Baptismal Regeneration isn’t a term you’ll find in the Bible. It is a made up term used as a “straw man” argument by those who deny the necessity of baptism for salvation. A “straw man” argument is a tactic used by those who can’t answer an opposing view directly so they create a “straw man” and attack that instead. Then, showing the fake argument to be incorrect, they will assert that they have disproved the actual point when they really haven’t even touched it. By saying that the view of baptismal regeneration is false, those that deny the true biblical teaching on baptism claim they have proved their point. Actually what they’ve done is disprove something that no one agrees with or is even teaching in the first place.
“Baptismal regeneration” is the idea that baptism itself is what saves a person. That is, the act – in and of itself – of being baptized saves a person. Such an idea is, indeed, unscriptural and not at all what the Bible teaches about baptism. There is nothing “magical” or inherently powerful about the water of baptism that washes away a person’s sins. The water is just water! The saving power is in Christ and the gospel (Romans 1:16). The Bible doesn’t say to have faith in the water. It says to have faith in the working of God (Colossians 2:12).
Paul said “you were … buried with Him in baptism, in which you also were raised with Him through faith in the working of God, who raised Him from the dead.” So, the new birth that takes place in baptism is the result of “faith in the working of God.” The word “faith” here means, “to believe to the extent of complete trust and reliance” (Louw & Nida, vol. 1, p. 375).
A person obeys the gospel by joining with Christ in His death, burial, and resurrection (Romans 6:3, 4). This is done by being baptized “into His death” as a repentant believer (Mark 16:16). It is that “obedience to the faith” (Romans 1:5; 16:26), that puts one into Christ (Galatians 3:26, 27) and brings about the new life in Him (Colossians 2:12). It is a person’s “complete trust and reliance” in God that saves them. It is not the water! It is the obedience of faith that brings salvation in Christ.

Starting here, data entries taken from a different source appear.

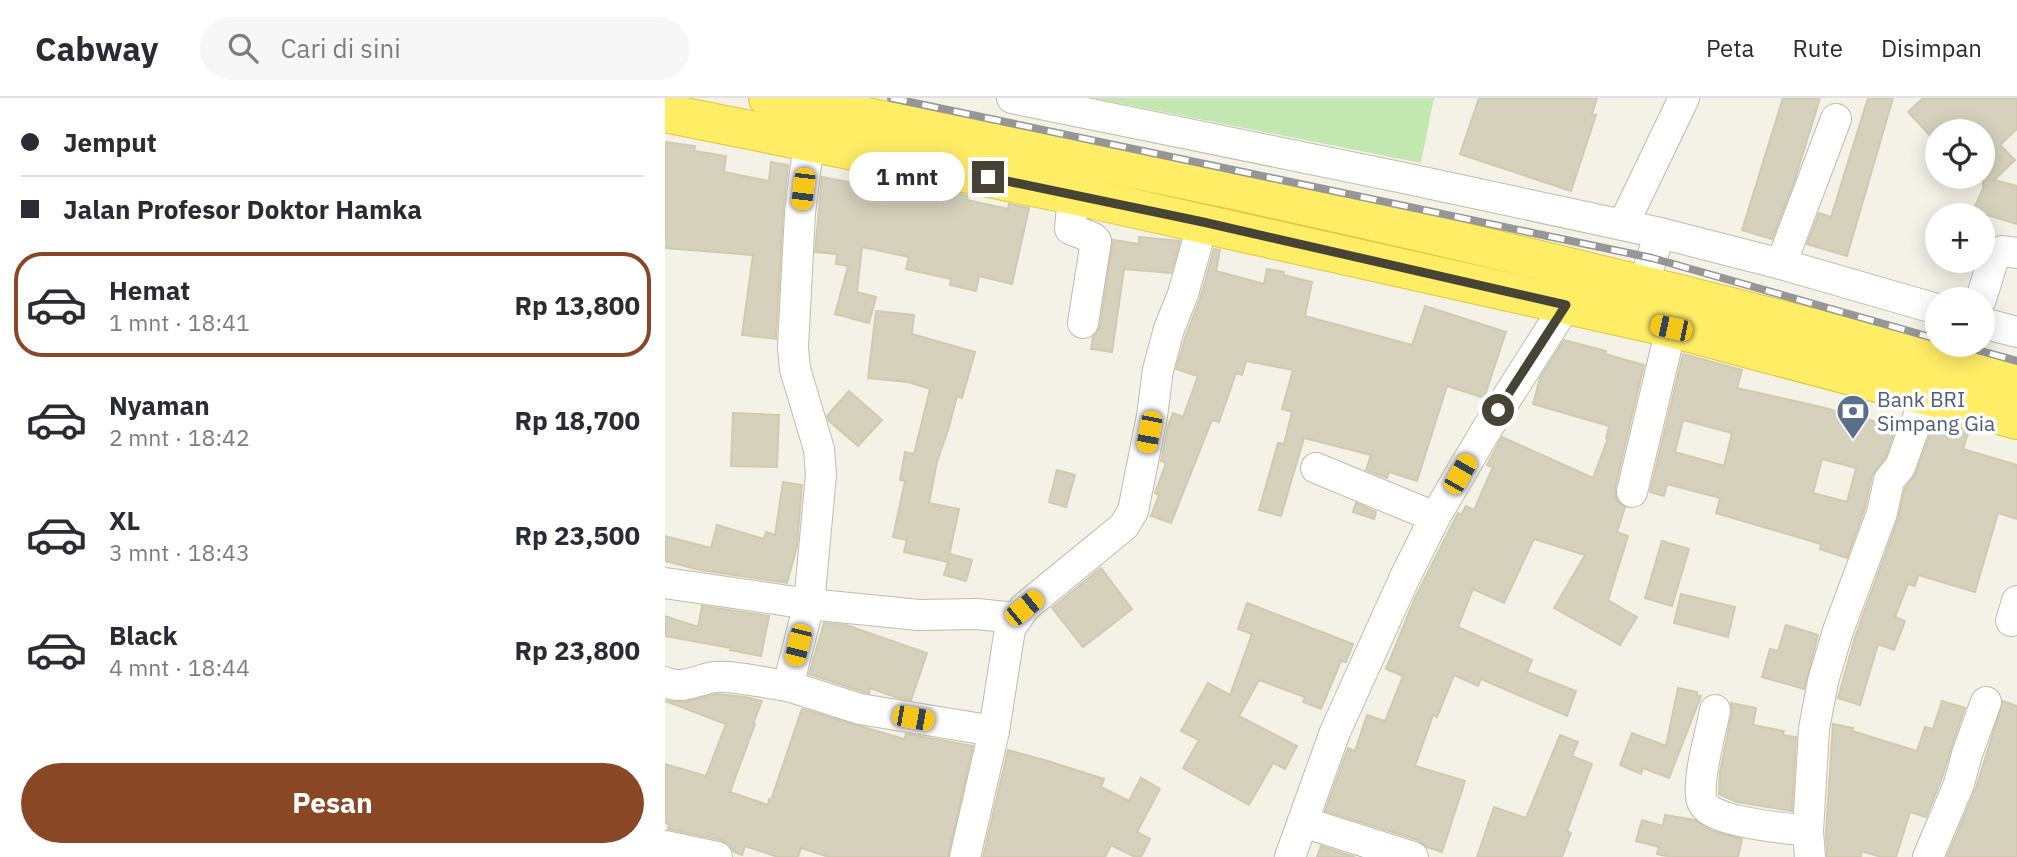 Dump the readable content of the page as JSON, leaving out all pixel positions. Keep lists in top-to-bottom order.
{
  "places": {
    "bank": ["Bank BRI Simpang Gia"]
  },
  "page": {
    "header": "Cabway",
    "search": "Cari di sini",
    "nav": ["Peta", "Rute", "Disimpan"],
    "banner": ["Jemput", "Jalan Profesor Doktor Hamka"],
    "map_buttons": ["+", "−"],
    "bubble": "1 mnt",
    "list": [
      {
        "name": "Hemat",
        "note": "1 mnt · 18:41",
        "value": "Rp 13,800"
      },
      {
        "name": "Nyaman",
        "note": "2 mnt · 18:42",
        "value": "Rp 18,700"
      },
      {
        "name": "XL",
        "note": "3 mnt · 18:43",
        "value": "Rp 23,500"
      },
      {
        "name": "Black",
        "note": "4 mnt · 18:44",
        "value": "Rp 23,800"
      }
    ],
    "buttons": "Pesan"
  }
}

About the closest you will come to the term “baptismal regeneration” in the Bible is in Titus 3:5, “the washing of regeneration and renewing of the Holy Spirit.” Regeneration here means, “to experience a complete change in one’s way of life to what it should be, with the implication of return to a former state or relation—‘to be born again, to experience new birth, rebirth’” (Louw & Nida, vol. 1, p. 509). There is no question that Paul taught that the new birth occurs at the point of baptism but that’s not what people mean when they say “baptismal regeneration.”